Reach out personally, not broadly. A mass LinkedIn post announcing your layoff and asking for leads is less effective than 20 individual, personal messages to people who actually know your work. Think: former managers, colleagues from past roles, clients, mentors, industry peers. A simple message works: "I wanted to let you know my role was recently eliminated — I'm exploring opportunities in [area] and would love to reconnect. Even a 20-minute call would mean a lot."

Update your LinkedIn status thoughtfully. If you do post publicly, frame it as a forward-looking announcement rather than a distress signal. Lead with what you're excited about pursuing next. End with a clear ask. Posts that perform well in this category tend to be specific, genuine, and brief — not a laundry list of everything you've ever done.

Target companies, not just job postings. Make a list of 20 to 30 companies you'd genuinely want to work for. Follow them on LinkedIn. Identify people in your target function at those companies and connect with a personal note. Many roles are filled before they're posted — being a known quantity inside a company's network matters.

DAYS 22–30: BUILD MOMENTUM AND PROTECT YOUR ENERGY.

A job search is a marathon, not a sprint — and the people who land well are usually the ones who treat it like a job while also protecting their mental and emotional health.

Set a daily structure. Unstructured days are the enemy of momentum. Block time for applications, networking outreach, skills development, and — critically — non-job-search activities that restore you. Exercise, creative work, time with people you love. You will interview better when you're not running on cortisol and caffeine.

Track everything. Keep a simple spreadsheet of every application, every outreach message, every conversation. Job searches get chaotic fast and it's easy to lose track of where things stand. A tracker keeps you organized and keeps follow-ups from falling through the cracks.

Follow up without apology. Hiring processes move slowly. Following up one week after an application or interview is professional, not pushy. Most hiring managers appreciate it. Most candidates don't do it.

Invest in your materials if they're not working. If you've been applying for two or three weeks with minimal response, the problem is almost certainly your résumé or LinkedIn profile — not the market, not your experience, not your worth. This is the moment to get professional help, not in month four when you're exhausted and discouraged.

A FINAL NOTE

The largest single layoff in 2026 was Amazon, with 16,000 employees impacted Tech Insider — and that's just one company, in one announcement, in one quarter. If you've been laid off, you are navigating one of the more difficult job markets in recent memory. Give yourself grace for that. And then get strategic.

The professionals who land fastest aren't always the most qualified. They're the ones who showed up with clear positioning, strong materials, and the confidence that comes from knowing exactly what they have to offer.

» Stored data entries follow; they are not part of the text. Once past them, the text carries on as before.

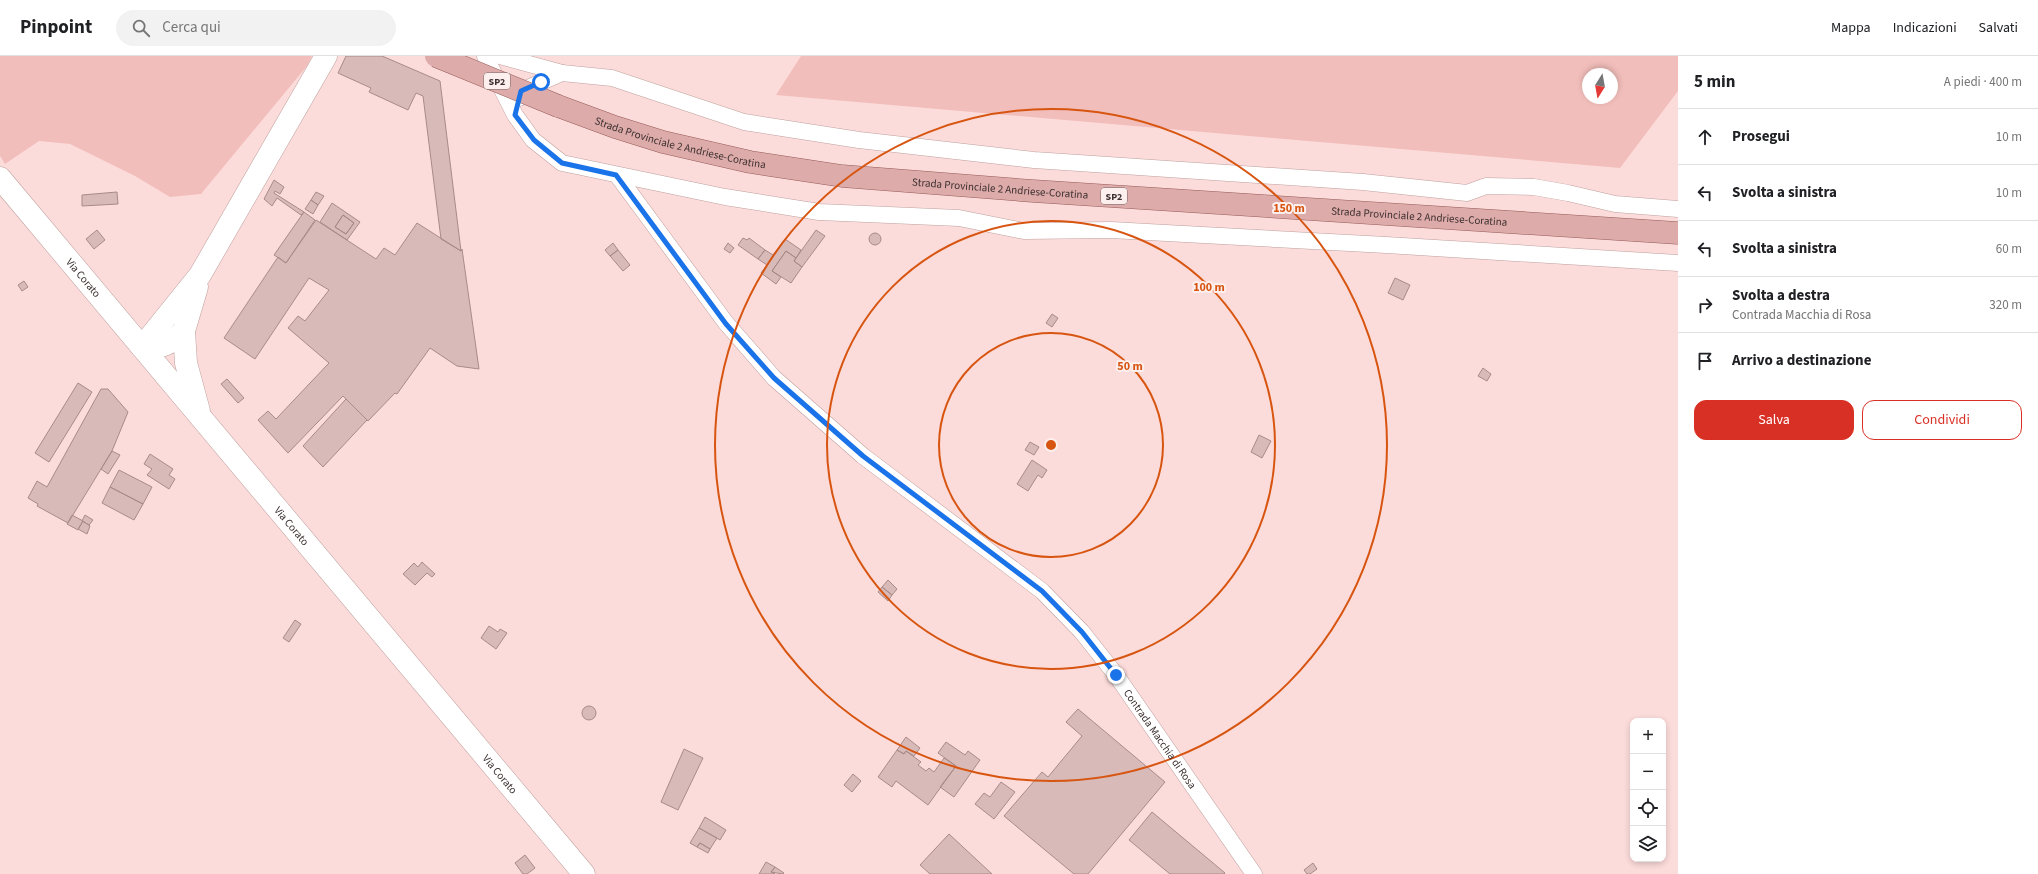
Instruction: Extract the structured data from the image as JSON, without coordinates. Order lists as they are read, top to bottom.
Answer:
{
  "streets": {
    "main road": ["SP2", "Strada Provinciale 2 Andriese-Coratina", "Via Corato"],
    "street": ["Contrada Macchia di Rosa"]
  },
  "north": "bottom",
  "page": {
    "header": "Pinpoint",
    "search": "Cerca qui",
    "nav": ["Mappa", "Indicazioni", "Salvati"],
    "heading": ["5 min", "A piedi · 400 m"],
    "list": [
      ["Prosegui", "10 m"],
      ["Svolta a sinistra", "10 m"],
      ["Svolta a sinistra", "60 m"],
      ["Svolta a destra", "Contrada Macchia di Rosa", "320 m"],
      "Arrivo a destinazione"
    ],
    "buttons": ["Salva", "Condividi"],
    "map_buttons": ["+", "−"]
  },
  "rings": ["150 m", "100 m", "50 m"]
}
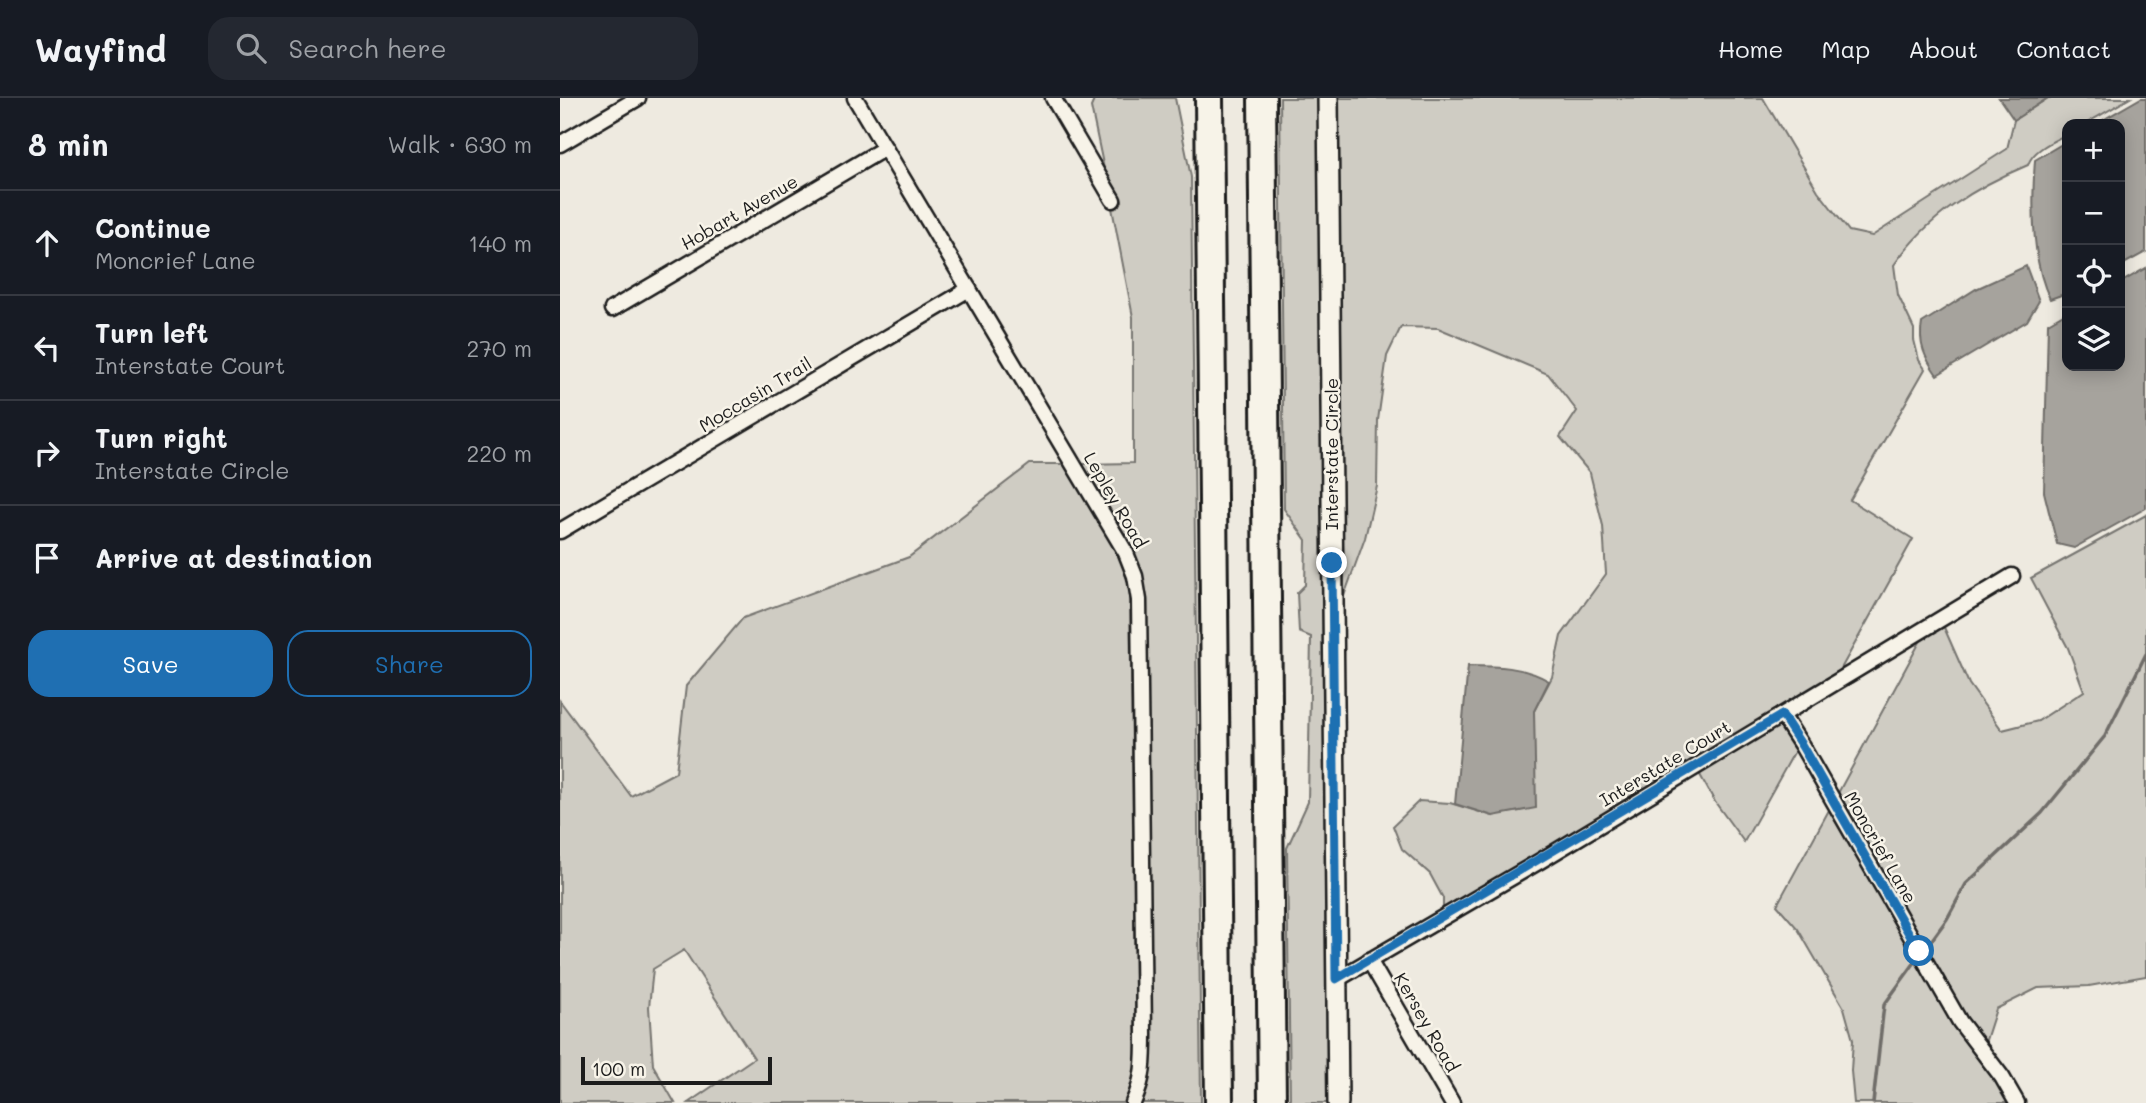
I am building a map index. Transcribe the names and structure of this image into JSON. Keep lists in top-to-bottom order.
{
  "streets": {
    "street": [
      "Hobart Avenue",
      "Moccasin Trail",
      "Interstate Circle",
      "Lepley Road",
      "Interstate Court",
      "Moncrief Lane",
      "Kersey Road"
    ]
  },
  "crossings": [
    ["Hobart Avenue", "Lepley Road"],
    ["Moccasin Trail", "Lepley Road"],
    ["Interstate Circle", "Interstate Court"],
    ["Interstate Court", "Moncrief Lane"],
    ["Interstate Court", "Kersey Road"]
  ],
  "scale_bar": "100 m",
  "page": {
    "header": "Wayfind",
    "search": "Search here",
    "nav": [
      "Home",
      "Map",
      "About",
      "Contact"
    ],
    "heading": ["8 min", "Walk · 630 m"],
    "map_buttons": ["+", "−"],
    "list": [
      ["Continue", "Moncrief Lane", "140 m"],
      ["Turn left", "Interstate Court", "270 m"],
      ["Turn right", "Interstate Circle", "220 m"],
      "Arrive at destination"
    ],
    "buttons": ["Save", "Share"],
    "scale": "100 m"
  }
}
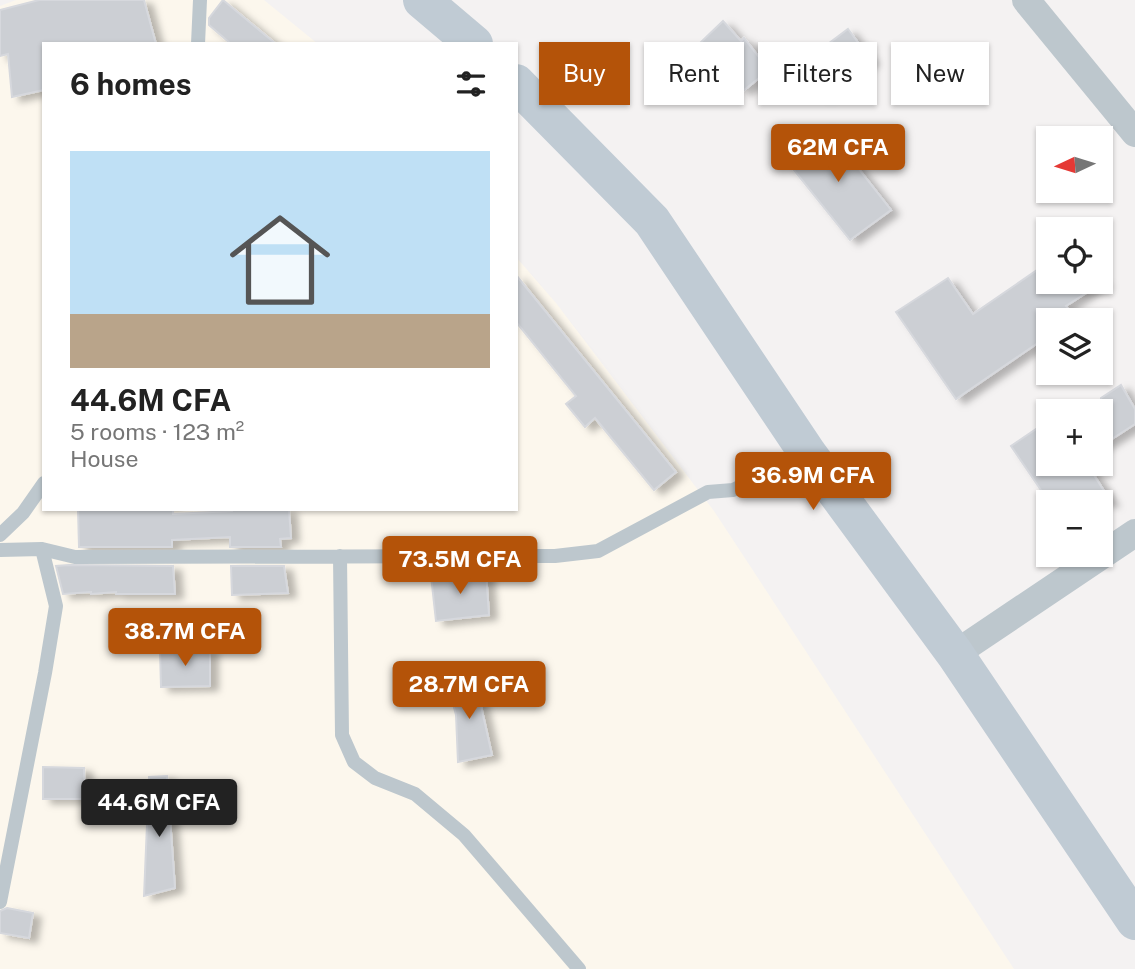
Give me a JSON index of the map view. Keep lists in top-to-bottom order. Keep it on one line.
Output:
{"north":"left","page":{"chip":["Buy","Rent","Filters","New"],"heading":"6 homes","price":["62M CFA","36.9M CFA","73.5M CFA","38.7M CFA","28.7M CFA","44.6M CFA"],"map_buttons":["+","−"],"list":[{"name":"44.6M CFA","note":"5 rooms · 123 m² · House"}]}}
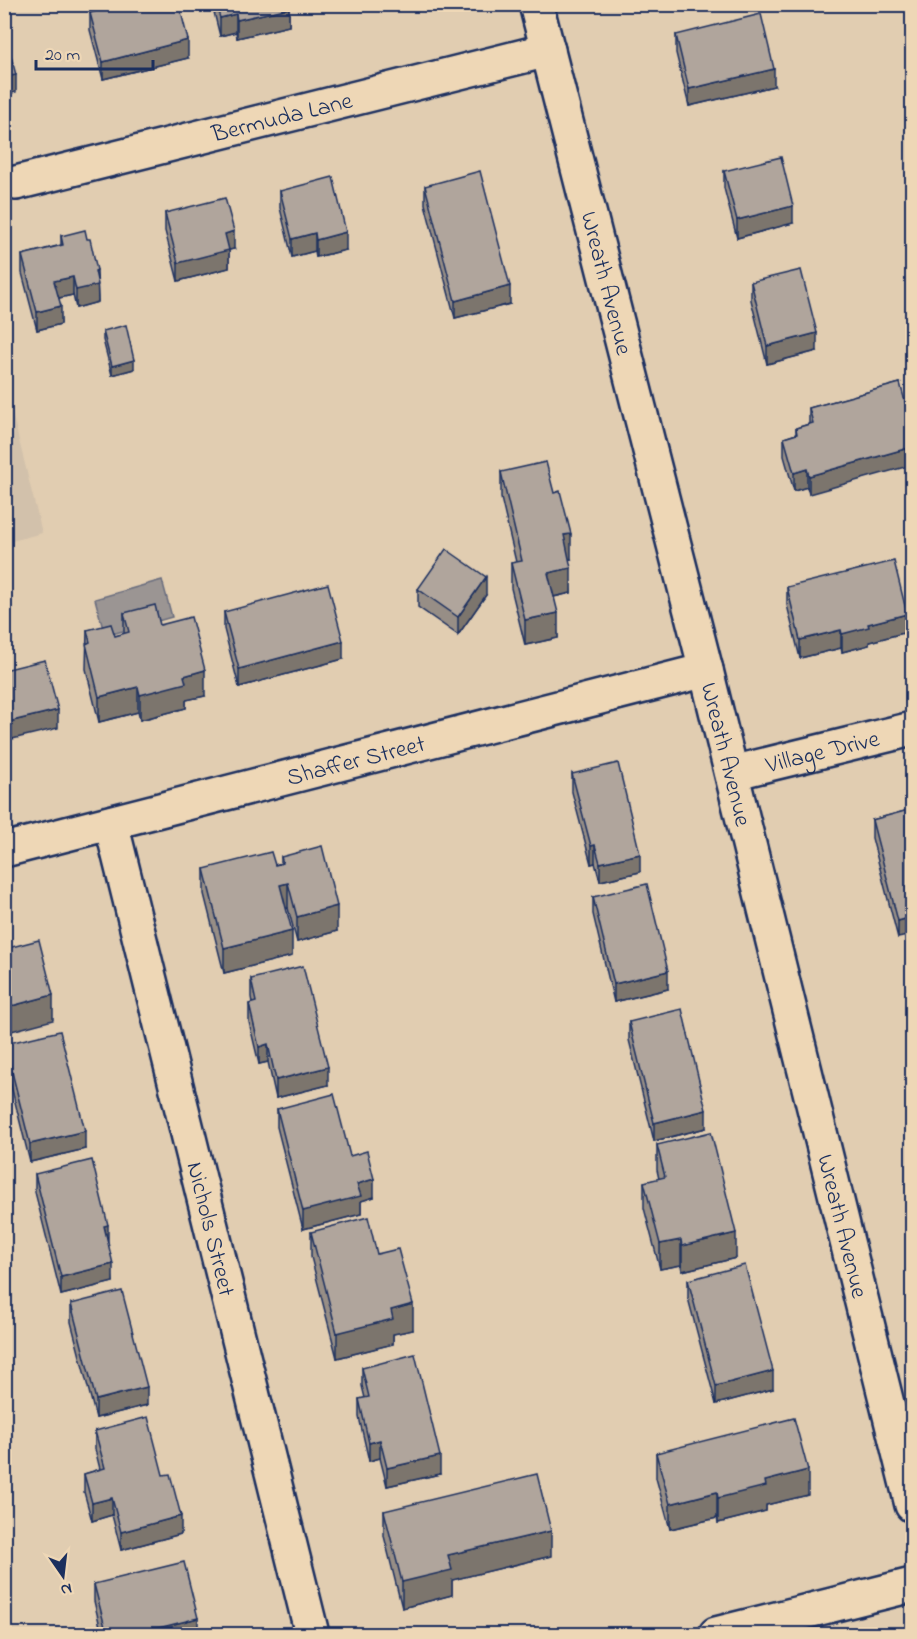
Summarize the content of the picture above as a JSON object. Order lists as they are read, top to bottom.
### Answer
{
  "streets": {
    "street": [
      "Bermuda Lane",
      "Wreath Avenue",
      "Village Drive",
      "Shaffer Street",
      "Nichols Street"
    ]
  },
  "crossings": [
    ["Bermuda Lane", "Wreath Avenue"],
    ["Wreath Avenue", "Village Drive"],
    ["Wreath Avenue", "Shaffer Street"],
    ["Shaffer Street", "Nichols Street"]
  ],
  "scale_bar": "20 m",
  "north": "bottom"
}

That's what I help people build.

ABOUT THE AUTHOR

Barbara Arnold is a Certified Professional Résumé Writer (CPRW), Certified Professional Career Coach (CPCC), and Certified Digital Career Strategist (CDCS) with 20+ years of Fortune 500 communications experience. She's helped professionals land roles at KPMG, Adobe, Netflix, Northrop Grumman, L3Harris, FEMA, and beyond through Barb Arnold Creative, LLC.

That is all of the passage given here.